あるところに、くしゃみが得意なハックションと読書が得意なドックションという2人の少年がいました。
2人は、同時にお姫様に恋をしました。
お姫様は2人からの求愛を同時に受けると困りました。この国に、1妻多夫という習慣は存在しなかったのです。

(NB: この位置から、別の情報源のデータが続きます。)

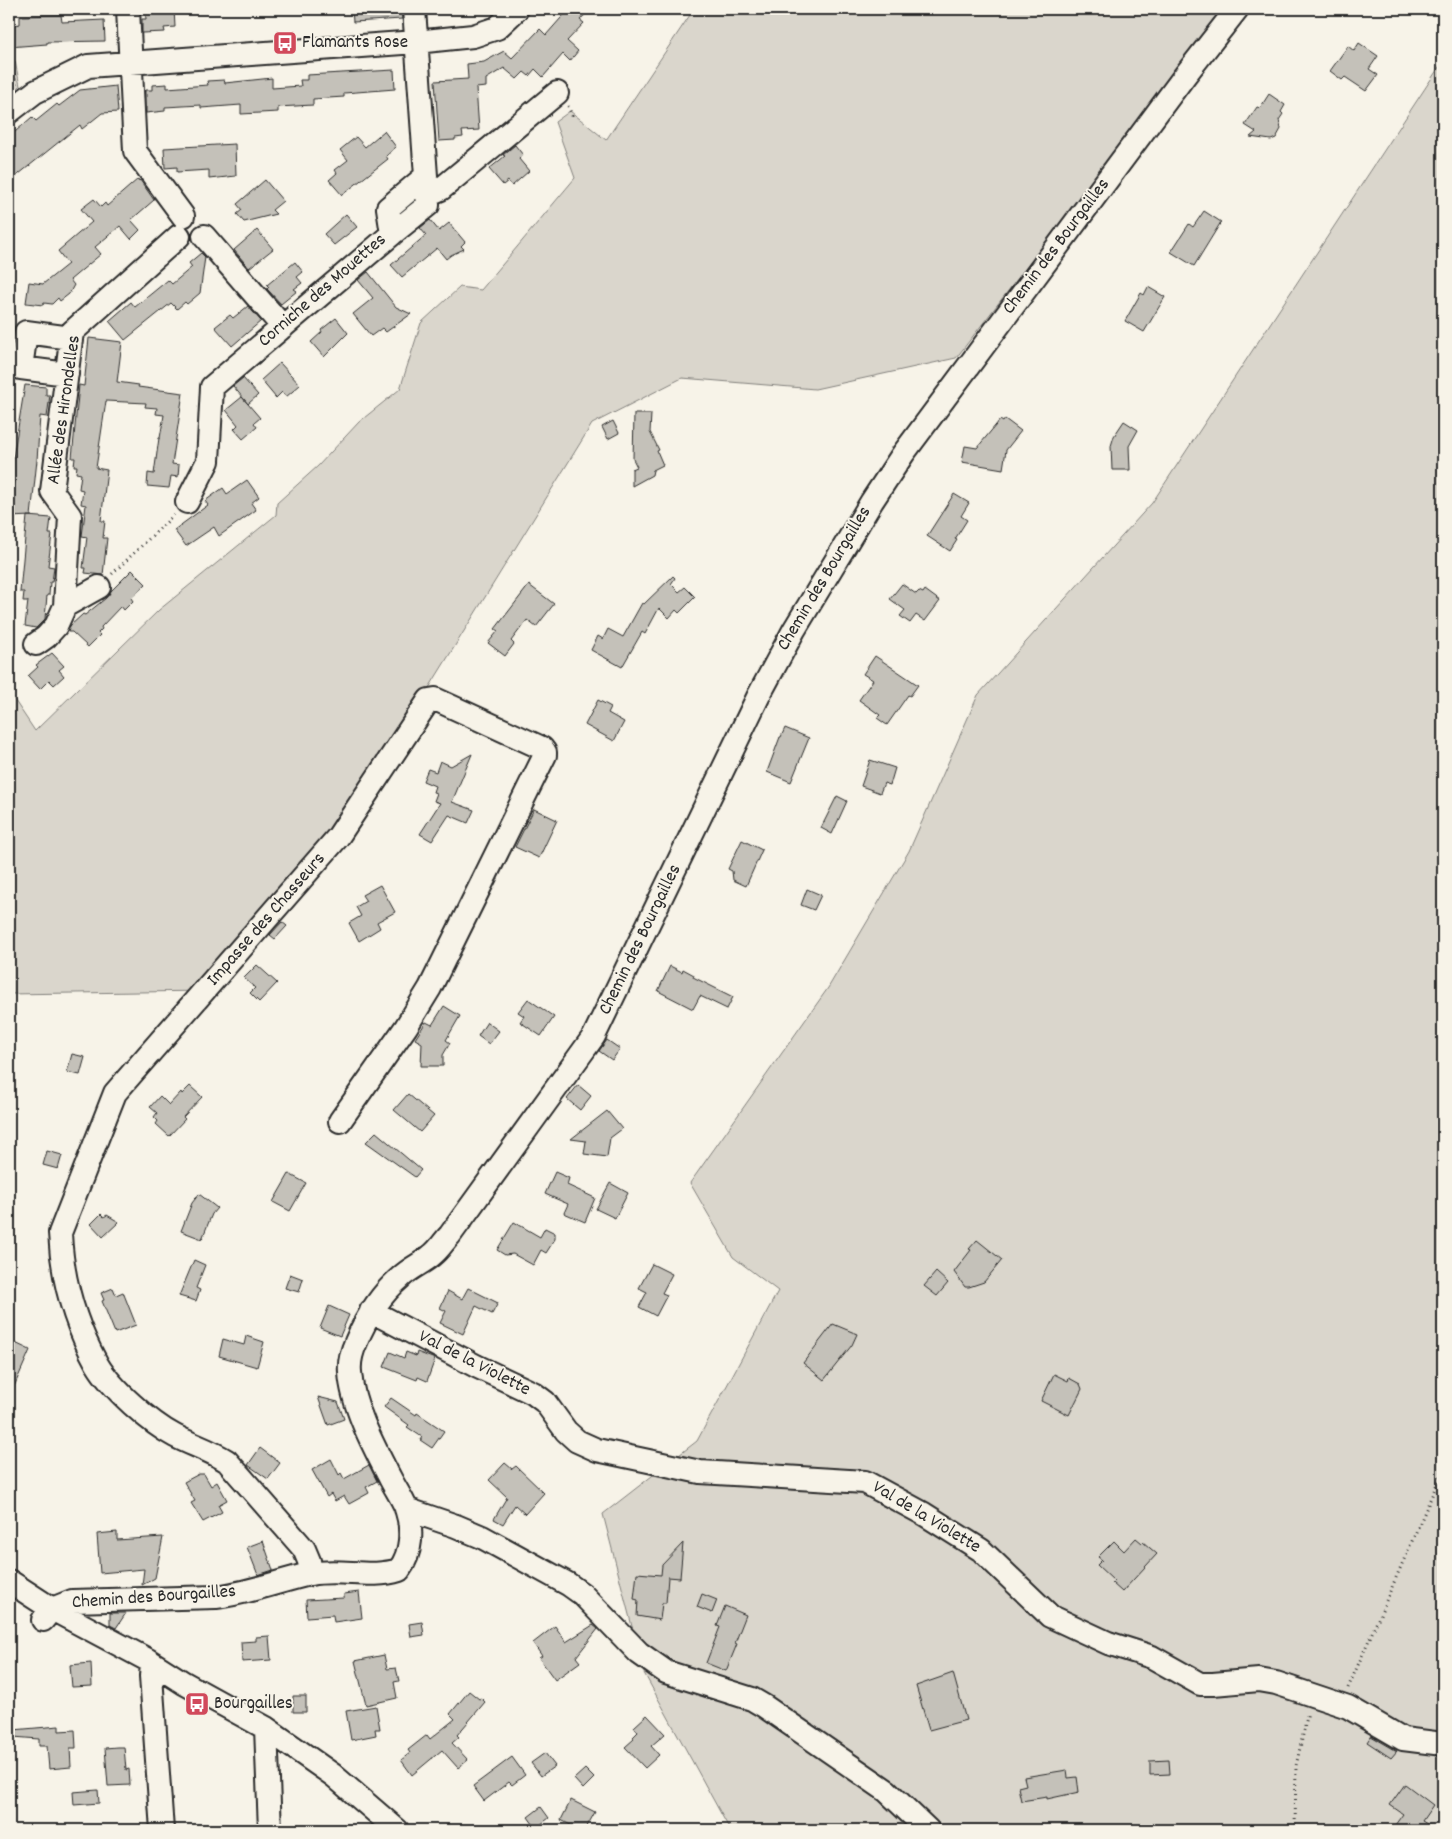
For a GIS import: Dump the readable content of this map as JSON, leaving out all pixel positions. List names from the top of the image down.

そこで、お姫様は2人のうちどちらかを選ぶため、課題を出しました。
「国境に住むという魔王を倒していらっしゃい。倒せた方と結婚します」
ドックションはすぐに得意満面になりました。彼が愛読する本の数々には、魔王を倒す方法は百通りは書いてあったからです。
「楽勝だぜ」
一方で困ったのはハックションです。彼は、魔王を倒す方法を1つも知りません。
「さてこれは困った」
勝った気で優雅に暮らすドックションを横目で見ながらハックションは悩みました。
しかし、もう当たって砕けろとハックションは旅立ちました。そのとき、ドックションはまだ家にいて旅立っていませんでした。ハックションを追い越して移動する方法も百通りは知っていたからです。しかも、先にたどり着いても、ハックションは魔王を倒す方法を1つも知りません。
ハックションは、それでも国境に歩きました。
やがて、ハックションは魔王の居城にたどり着きましたが、ドックションはまだでした。
ハックションは、仕方なく剣を構えると叫びました。
「やあやあ。このハックションが邪悪な魔王を打ち倒してくれようぞ。はやく城から出てこい魔王」
すると退屈そうな魔王が出てきて言いました。
「あまり美味しそうではないが、この人間を朝飯に食べてしまうとするか」
ふと見ると魔王の手にあるのは、剣ではなく胡椒瓶でした。
それを見て、思わずハックションは自分の鞄から同じ瓶を取り出しました。
「それは花丸印の特製胡椒! 私も愛用してます」
「ほう、仲間がいたとはな。して、どんな食事に使っているのだ? 人肉か?」
「そんな共食いするわけないでしょう。僕の使い方はですね……」
ハックションは自分の鼻に胡椒を振りかけて、得意のくしゃみをしてみせました。
「はっくしょん!」
だが、次の瞬間魔王が「うぎゃー」と叫んで溶けていきました。魔王の弱点は水であり、くしゃみに含まれて飛んだ唾液に魔王が溶かされてしまったのでした。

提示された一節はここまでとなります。